Each line of the material holding the word "relative" must be identified and copied.

====== MATERIAL SUPPLIED

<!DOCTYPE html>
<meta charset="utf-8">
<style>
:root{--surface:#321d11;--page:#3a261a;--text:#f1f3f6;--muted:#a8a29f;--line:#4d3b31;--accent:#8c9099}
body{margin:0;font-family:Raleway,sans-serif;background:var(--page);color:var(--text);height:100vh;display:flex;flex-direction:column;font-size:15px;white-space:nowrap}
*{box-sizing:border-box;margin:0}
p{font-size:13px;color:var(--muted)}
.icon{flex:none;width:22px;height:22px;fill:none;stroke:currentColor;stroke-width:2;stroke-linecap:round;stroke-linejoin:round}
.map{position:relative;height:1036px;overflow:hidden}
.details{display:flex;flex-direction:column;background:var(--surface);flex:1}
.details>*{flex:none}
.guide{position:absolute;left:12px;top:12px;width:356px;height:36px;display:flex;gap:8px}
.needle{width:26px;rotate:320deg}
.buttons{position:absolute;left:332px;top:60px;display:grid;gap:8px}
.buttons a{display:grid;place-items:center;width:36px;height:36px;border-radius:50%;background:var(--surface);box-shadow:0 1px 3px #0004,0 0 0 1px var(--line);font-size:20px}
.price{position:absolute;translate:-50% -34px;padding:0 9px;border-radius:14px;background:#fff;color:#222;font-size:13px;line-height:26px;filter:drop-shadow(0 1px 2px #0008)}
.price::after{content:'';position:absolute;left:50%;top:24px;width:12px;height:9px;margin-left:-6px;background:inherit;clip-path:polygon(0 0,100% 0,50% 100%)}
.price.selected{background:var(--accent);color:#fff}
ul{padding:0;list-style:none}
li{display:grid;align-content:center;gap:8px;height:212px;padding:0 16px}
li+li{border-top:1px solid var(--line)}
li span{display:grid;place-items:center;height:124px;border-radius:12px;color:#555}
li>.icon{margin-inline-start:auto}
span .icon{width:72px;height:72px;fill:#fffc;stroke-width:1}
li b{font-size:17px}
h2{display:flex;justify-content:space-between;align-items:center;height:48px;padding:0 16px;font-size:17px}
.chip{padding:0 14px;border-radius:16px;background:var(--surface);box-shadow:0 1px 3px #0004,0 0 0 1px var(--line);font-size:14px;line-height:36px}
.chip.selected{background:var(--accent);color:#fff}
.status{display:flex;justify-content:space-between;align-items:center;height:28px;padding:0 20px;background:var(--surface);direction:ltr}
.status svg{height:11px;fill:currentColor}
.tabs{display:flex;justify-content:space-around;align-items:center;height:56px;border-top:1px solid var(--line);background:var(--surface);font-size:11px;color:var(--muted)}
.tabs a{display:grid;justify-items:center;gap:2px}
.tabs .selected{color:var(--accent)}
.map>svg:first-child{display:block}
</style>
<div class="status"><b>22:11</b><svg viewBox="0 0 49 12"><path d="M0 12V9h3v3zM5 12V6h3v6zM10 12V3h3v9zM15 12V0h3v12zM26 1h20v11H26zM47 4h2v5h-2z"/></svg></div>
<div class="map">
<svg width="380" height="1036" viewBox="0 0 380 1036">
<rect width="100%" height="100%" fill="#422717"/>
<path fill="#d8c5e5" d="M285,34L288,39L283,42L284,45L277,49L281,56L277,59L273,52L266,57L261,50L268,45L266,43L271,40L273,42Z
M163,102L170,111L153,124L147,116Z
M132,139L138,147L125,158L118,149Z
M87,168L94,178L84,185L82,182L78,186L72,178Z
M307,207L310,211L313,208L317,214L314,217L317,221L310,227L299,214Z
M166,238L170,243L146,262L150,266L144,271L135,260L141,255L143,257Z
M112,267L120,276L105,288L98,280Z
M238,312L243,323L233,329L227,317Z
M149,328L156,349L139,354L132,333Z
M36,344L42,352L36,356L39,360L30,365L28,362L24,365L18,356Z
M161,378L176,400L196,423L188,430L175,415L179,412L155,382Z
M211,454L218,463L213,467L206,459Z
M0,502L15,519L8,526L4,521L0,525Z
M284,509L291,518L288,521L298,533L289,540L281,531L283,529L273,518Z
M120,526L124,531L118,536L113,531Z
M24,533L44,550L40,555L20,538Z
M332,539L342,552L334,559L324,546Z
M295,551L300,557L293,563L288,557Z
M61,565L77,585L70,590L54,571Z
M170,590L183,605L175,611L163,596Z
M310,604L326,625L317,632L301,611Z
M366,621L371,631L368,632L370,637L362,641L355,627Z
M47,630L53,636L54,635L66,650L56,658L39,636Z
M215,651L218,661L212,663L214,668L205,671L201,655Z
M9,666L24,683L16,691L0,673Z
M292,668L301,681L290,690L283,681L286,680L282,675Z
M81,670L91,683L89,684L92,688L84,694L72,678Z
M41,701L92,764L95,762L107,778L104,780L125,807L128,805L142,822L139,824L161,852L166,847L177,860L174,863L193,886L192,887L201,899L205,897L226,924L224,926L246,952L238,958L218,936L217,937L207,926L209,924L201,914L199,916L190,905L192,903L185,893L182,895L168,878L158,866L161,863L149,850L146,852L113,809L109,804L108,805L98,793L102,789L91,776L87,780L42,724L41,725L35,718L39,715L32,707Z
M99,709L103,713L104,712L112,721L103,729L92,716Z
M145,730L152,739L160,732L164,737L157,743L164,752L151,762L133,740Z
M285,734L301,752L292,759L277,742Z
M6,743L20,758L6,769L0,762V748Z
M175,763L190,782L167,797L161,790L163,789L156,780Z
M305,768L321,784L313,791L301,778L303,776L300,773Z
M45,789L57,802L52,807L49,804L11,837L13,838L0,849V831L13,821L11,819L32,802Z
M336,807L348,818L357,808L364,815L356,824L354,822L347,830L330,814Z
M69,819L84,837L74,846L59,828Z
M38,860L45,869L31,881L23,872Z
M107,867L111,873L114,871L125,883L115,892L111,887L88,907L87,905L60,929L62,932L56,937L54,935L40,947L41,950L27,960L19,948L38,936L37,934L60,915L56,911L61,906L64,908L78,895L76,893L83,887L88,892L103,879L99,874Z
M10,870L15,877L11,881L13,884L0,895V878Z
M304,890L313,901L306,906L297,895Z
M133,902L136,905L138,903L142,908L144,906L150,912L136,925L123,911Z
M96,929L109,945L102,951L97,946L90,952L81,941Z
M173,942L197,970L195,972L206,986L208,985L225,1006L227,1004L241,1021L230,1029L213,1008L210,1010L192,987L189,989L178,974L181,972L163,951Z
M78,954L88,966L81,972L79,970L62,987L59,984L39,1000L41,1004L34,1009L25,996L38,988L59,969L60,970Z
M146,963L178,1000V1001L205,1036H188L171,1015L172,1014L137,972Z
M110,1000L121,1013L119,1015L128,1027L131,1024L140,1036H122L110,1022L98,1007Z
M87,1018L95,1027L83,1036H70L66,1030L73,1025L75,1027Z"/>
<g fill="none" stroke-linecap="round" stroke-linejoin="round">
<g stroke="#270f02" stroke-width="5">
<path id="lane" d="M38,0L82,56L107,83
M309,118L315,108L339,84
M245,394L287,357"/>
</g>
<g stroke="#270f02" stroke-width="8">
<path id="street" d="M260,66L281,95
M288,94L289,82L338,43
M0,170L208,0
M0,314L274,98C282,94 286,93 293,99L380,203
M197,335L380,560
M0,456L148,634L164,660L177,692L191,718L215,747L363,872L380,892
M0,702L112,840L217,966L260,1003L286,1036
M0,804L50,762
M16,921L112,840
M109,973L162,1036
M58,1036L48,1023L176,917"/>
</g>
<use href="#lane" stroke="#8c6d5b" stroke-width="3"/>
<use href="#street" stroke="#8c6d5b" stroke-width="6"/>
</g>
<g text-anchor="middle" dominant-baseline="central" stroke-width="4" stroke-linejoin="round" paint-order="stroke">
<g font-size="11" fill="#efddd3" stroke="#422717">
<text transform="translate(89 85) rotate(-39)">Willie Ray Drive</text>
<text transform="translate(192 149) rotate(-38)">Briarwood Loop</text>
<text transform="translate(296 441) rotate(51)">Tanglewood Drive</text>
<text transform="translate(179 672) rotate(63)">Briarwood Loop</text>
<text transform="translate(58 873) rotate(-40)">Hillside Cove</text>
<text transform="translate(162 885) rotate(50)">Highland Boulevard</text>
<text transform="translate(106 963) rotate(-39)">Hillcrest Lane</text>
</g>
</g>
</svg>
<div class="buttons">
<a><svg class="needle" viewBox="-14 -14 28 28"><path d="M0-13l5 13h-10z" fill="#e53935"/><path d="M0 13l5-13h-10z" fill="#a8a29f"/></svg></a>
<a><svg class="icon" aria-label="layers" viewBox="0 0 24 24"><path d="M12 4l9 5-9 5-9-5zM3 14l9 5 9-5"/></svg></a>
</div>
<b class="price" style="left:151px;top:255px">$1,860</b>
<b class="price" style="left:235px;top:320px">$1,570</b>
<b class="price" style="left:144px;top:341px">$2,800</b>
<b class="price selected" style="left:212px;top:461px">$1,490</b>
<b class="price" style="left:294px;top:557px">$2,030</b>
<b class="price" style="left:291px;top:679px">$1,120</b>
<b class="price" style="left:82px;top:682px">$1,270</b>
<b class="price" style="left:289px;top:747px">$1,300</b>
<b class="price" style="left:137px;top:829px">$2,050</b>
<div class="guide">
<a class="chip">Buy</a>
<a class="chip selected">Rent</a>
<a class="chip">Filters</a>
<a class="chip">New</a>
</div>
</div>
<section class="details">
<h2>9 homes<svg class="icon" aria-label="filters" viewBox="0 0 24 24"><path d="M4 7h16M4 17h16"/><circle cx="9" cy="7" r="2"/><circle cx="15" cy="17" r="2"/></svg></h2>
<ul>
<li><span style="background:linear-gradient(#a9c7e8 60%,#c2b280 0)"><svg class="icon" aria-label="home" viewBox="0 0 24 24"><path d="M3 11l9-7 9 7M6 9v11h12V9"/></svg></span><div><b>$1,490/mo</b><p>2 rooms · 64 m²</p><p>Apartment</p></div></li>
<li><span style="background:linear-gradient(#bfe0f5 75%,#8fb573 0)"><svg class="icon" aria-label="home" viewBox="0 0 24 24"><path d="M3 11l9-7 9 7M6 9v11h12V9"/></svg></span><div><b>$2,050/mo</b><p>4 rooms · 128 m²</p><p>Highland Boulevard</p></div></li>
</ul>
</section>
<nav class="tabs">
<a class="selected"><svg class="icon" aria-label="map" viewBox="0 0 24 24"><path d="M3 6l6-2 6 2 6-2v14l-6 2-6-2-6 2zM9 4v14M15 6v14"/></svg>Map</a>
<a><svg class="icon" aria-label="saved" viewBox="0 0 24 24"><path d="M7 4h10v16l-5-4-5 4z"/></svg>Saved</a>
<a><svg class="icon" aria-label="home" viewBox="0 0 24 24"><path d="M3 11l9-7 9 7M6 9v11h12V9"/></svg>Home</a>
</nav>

============
====== MATERIAL SUPPLIED

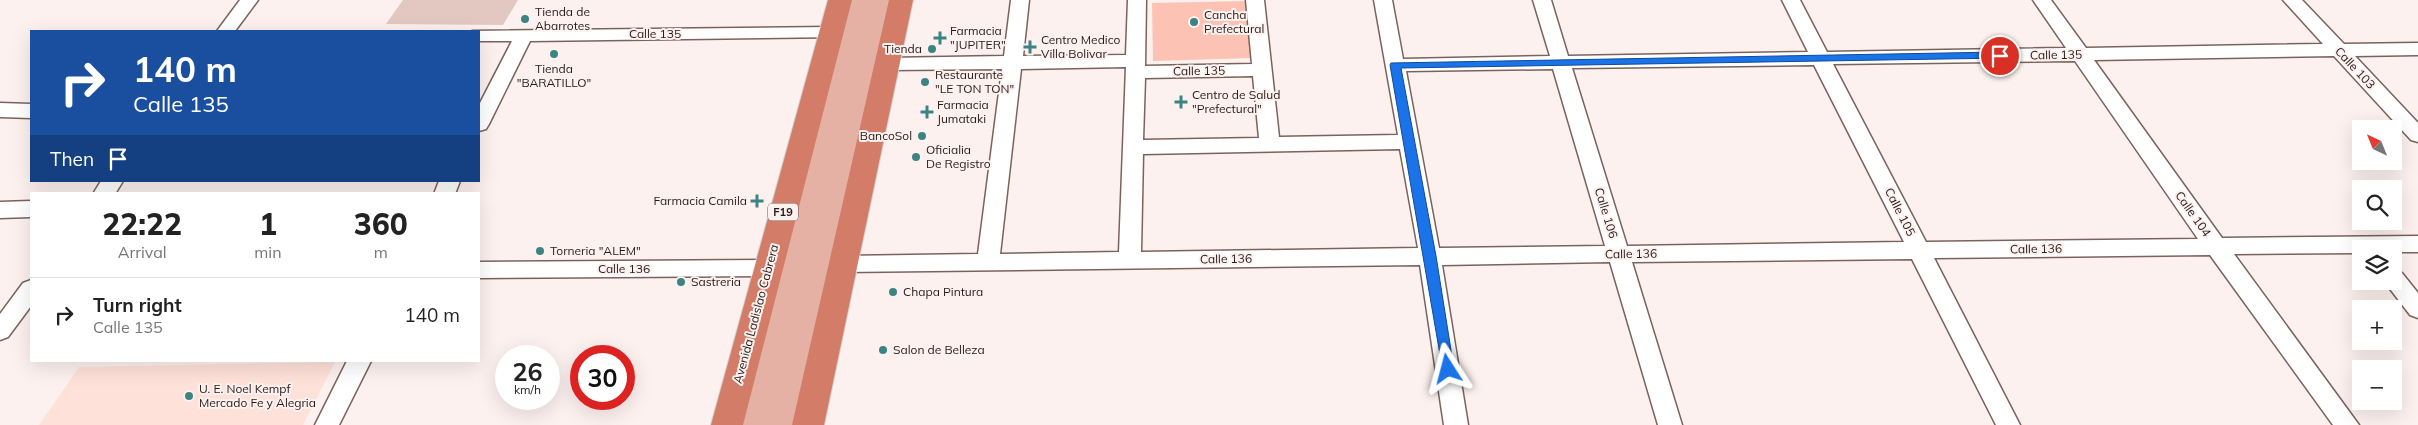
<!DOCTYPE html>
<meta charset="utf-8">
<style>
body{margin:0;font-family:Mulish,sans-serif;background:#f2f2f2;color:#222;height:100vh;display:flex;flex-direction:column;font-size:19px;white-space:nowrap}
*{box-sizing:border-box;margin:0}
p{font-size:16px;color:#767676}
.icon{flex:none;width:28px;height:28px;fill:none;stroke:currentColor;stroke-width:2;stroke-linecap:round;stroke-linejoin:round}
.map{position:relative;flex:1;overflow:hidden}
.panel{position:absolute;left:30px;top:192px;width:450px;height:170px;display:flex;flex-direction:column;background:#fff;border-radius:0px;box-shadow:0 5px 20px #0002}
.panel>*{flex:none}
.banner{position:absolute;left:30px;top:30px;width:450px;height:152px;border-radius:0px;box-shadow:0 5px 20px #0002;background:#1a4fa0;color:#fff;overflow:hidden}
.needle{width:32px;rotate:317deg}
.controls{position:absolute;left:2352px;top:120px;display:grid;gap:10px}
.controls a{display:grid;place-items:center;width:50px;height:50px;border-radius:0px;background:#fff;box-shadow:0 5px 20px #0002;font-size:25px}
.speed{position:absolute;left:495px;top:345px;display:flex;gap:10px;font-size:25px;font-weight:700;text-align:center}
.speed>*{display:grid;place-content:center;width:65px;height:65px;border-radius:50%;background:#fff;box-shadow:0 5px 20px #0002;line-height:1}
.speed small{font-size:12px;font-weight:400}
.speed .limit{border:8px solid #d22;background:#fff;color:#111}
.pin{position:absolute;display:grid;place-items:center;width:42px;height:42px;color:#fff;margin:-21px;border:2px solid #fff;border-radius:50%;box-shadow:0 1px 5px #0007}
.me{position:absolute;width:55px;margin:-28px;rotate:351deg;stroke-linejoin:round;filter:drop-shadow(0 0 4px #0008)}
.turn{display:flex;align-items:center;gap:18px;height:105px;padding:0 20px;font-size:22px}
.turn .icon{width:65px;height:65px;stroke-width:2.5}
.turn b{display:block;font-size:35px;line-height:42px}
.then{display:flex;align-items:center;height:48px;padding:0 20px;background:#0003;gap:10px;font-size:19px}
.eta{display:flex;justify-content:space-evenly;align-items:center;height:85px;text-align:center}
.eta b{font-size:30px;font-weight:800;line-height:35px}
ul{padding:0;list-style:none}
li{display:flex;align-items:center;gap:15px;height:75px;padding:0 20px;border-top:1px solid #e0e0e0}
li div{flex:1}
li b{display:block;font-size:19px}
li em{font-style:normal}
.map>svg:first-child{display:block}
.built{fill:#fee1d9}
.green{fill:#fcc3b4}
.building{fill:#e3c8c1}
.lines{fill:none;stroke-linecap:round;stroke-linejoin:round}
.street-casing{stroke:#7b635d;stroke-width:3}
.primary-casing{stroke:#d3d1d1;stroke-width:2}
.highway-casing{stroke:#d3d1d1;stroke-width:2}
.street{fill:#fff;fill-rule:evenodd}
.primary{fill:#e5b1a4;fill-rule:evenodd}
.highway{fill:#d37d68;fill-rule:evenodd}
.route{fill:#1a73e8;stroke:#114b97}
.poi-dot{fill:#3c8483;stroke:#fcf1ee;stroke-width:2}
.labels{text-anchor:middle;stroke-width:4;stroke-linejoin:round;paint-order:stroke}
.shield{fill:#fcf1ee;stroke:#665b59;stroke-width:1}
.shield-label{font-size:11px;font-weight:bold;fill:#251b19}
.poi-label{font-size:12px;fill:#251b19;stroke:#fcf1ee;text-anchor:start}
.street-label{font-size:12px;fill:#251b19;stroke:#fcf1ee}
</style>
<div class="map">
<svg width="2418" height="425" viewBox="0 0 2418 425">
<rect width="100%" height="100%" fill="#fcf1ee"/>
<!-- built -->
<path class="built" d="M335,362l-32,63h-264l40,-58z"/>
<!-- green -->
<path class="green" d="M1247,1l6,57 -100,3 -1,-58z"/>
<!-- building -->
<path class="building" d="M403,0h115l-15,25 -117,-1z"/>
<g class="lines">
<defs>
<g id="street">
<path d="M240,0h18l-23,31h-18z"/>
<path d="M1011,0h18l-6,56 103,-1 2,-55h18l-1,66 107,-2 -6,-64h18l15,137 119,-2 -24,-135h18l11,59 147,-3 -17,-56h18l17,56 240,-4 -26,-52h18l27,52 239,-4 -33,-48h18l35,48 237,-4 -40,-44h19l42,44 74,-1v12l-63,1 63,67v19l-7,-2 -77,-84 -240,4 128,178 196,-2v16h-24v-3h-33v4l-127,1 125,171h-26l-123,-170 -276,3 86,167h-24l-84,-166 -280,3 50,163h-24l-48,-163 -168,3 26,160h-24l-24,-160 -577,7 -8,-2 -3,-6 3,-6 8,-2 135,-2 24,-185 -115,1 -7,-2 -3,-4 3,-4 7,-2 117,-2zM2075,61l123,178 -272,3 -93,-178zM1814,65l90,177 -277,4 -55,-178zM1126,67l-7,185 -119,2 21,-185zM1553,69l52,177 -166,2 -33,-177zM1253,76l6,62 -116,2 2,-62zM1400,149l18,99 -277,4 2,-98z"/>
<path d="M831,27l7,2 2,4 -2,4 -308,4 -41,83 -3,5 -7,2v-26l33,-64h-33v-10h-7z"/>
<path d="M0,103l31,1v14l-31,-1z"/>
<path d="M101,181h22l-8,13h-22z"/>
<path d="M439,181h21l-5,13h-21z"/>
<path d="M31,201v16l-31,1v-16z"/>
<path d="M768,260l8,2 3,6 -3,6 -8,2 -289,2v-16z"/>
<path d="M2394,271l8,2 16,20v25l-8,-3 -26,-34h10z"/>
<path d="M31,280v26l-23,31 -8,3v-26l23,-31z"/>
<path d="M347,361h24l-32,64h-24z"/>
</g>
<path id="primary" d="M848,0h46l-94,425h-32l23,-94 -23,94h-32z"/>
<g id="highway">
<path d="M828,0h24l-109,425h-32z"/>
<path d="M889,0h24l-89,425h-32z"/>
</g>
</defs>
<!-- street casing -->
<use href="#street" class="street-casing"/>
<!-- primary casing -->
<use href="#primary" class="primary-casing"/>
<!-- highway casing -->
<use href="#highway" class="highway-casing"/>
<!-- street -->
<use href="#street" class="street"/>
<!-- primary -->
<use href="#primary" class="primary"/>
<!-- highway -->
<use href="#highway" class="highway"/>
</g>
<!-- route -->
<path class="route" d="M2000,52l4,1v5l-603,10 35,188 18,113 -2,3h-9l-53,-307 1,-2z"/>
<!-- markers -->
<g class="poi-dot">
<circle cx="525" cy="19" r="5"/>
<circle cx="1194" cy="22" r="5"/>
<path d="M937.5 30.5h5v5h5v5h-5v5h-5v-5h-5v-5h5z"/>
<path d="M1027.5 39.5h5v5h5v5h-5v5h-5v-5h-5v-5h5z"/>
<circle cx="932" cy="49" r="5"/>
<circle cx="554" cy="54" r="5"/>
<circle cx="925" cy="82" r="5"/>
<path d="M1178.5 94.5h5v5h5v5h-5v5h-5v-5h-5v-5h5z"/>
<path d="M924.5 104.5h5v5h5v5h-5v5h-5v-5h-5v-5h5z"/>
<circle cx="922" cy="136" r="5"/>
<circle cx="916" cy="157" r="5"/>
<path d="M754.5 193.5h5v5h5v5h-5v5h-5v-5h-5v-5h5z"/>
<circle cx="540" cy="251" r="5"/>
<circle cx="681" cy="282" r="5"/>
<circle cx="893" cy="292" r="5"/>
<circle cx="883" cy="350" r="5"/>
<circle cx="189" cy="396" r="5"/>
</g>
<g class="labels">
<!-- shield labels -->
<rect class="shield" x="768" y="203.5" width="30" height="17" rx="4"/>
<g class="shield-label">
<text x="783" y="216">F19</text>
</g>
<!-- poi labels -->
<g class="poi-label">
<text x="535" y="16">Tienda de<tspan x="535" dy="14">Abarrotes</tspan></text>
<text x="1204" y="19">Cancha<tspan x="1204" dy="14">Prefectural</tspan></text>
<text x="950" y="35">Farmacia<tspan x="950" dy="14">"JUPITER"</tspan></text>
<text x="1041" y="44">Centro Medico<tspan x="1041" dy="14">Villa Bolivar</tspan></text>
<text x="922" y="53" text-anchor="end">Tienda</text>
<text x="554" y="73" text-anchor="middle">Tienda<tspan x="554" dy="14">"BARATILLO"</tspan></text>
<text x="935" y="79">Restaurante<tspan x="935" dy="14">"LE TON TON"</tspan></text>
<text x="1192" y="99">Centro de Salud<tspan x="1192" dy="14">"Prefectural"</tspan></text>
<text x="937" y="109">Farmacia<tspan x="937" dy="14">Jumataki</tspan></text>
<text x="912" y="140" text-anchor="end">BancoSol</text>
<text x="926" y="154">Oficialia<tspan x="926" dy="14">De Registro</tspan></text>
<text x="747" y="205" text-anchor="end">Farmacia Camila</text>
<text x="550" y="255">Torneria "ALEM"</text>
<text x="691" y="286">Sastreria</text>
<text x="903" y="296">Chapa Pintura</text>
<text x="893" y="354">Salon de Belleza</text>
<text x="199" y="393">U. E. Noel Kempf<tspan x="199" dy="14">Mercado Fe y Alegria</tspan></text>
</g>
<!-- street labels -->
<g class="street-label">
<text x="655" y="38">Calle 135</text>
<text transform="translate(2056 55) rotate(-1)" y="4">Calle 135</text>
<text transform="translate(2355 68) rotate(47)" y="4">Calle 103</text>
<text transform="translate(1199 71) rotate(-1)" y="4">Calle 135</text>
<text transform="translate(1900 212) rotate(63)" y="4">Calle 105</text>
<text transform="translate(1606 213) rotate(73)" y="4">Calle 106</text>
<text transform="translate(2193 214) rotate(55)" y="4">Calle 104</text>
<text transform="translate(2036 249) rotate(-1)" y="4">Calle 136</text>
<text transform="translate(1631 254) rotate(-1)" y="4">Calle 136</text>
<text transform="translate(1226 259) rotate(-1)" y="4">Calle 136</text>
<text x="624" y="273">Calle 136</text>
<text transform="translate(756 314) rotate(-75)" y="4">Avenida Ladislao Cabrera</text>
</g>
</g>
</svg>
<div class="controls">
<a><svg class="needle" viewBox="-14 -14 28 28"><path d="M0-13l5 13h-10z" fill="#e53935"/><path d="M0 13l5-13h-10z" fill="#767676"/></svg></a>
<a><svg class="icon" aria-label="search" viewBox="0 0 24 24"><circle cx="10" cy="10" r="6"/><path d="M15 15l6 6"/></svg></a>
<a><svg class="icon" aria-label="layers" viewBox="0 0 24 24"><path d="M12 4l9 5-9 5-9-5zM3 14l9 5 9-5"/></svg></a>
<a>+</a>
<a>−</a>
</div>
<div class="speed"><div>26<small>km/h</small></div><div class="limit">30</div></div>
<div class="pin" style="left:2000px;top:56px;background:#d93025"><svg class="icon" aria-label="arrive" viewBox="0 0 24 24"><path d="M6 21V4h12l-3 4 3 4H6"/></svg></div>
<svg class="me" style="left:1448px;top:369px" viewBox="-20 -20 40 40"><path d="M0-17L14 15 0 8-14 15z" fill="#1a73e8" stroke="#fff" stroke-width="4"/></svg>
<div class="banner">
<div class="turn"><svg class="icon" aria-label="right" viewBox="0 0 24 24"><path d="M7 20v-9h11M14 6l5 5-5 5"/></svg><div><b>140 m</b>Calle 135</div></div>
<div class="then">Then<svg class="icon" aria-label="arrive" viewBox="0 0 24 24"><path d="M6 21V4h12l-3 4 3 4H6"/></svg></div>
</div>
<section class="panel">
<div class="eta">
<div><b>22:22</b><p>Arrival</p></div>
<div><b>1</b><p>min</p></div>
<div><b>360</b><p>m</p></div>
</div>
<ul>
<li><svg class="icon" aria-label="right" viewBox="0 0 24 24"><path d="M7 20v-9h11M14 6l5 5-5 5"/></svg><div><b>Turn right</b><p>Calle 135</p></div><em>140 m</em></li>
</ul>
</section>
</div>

============

• ANSWER BOX:
.map{position:relative;height:1036px;overflow:hidden}
.map{position:relative;flex:1;overflow:hidden}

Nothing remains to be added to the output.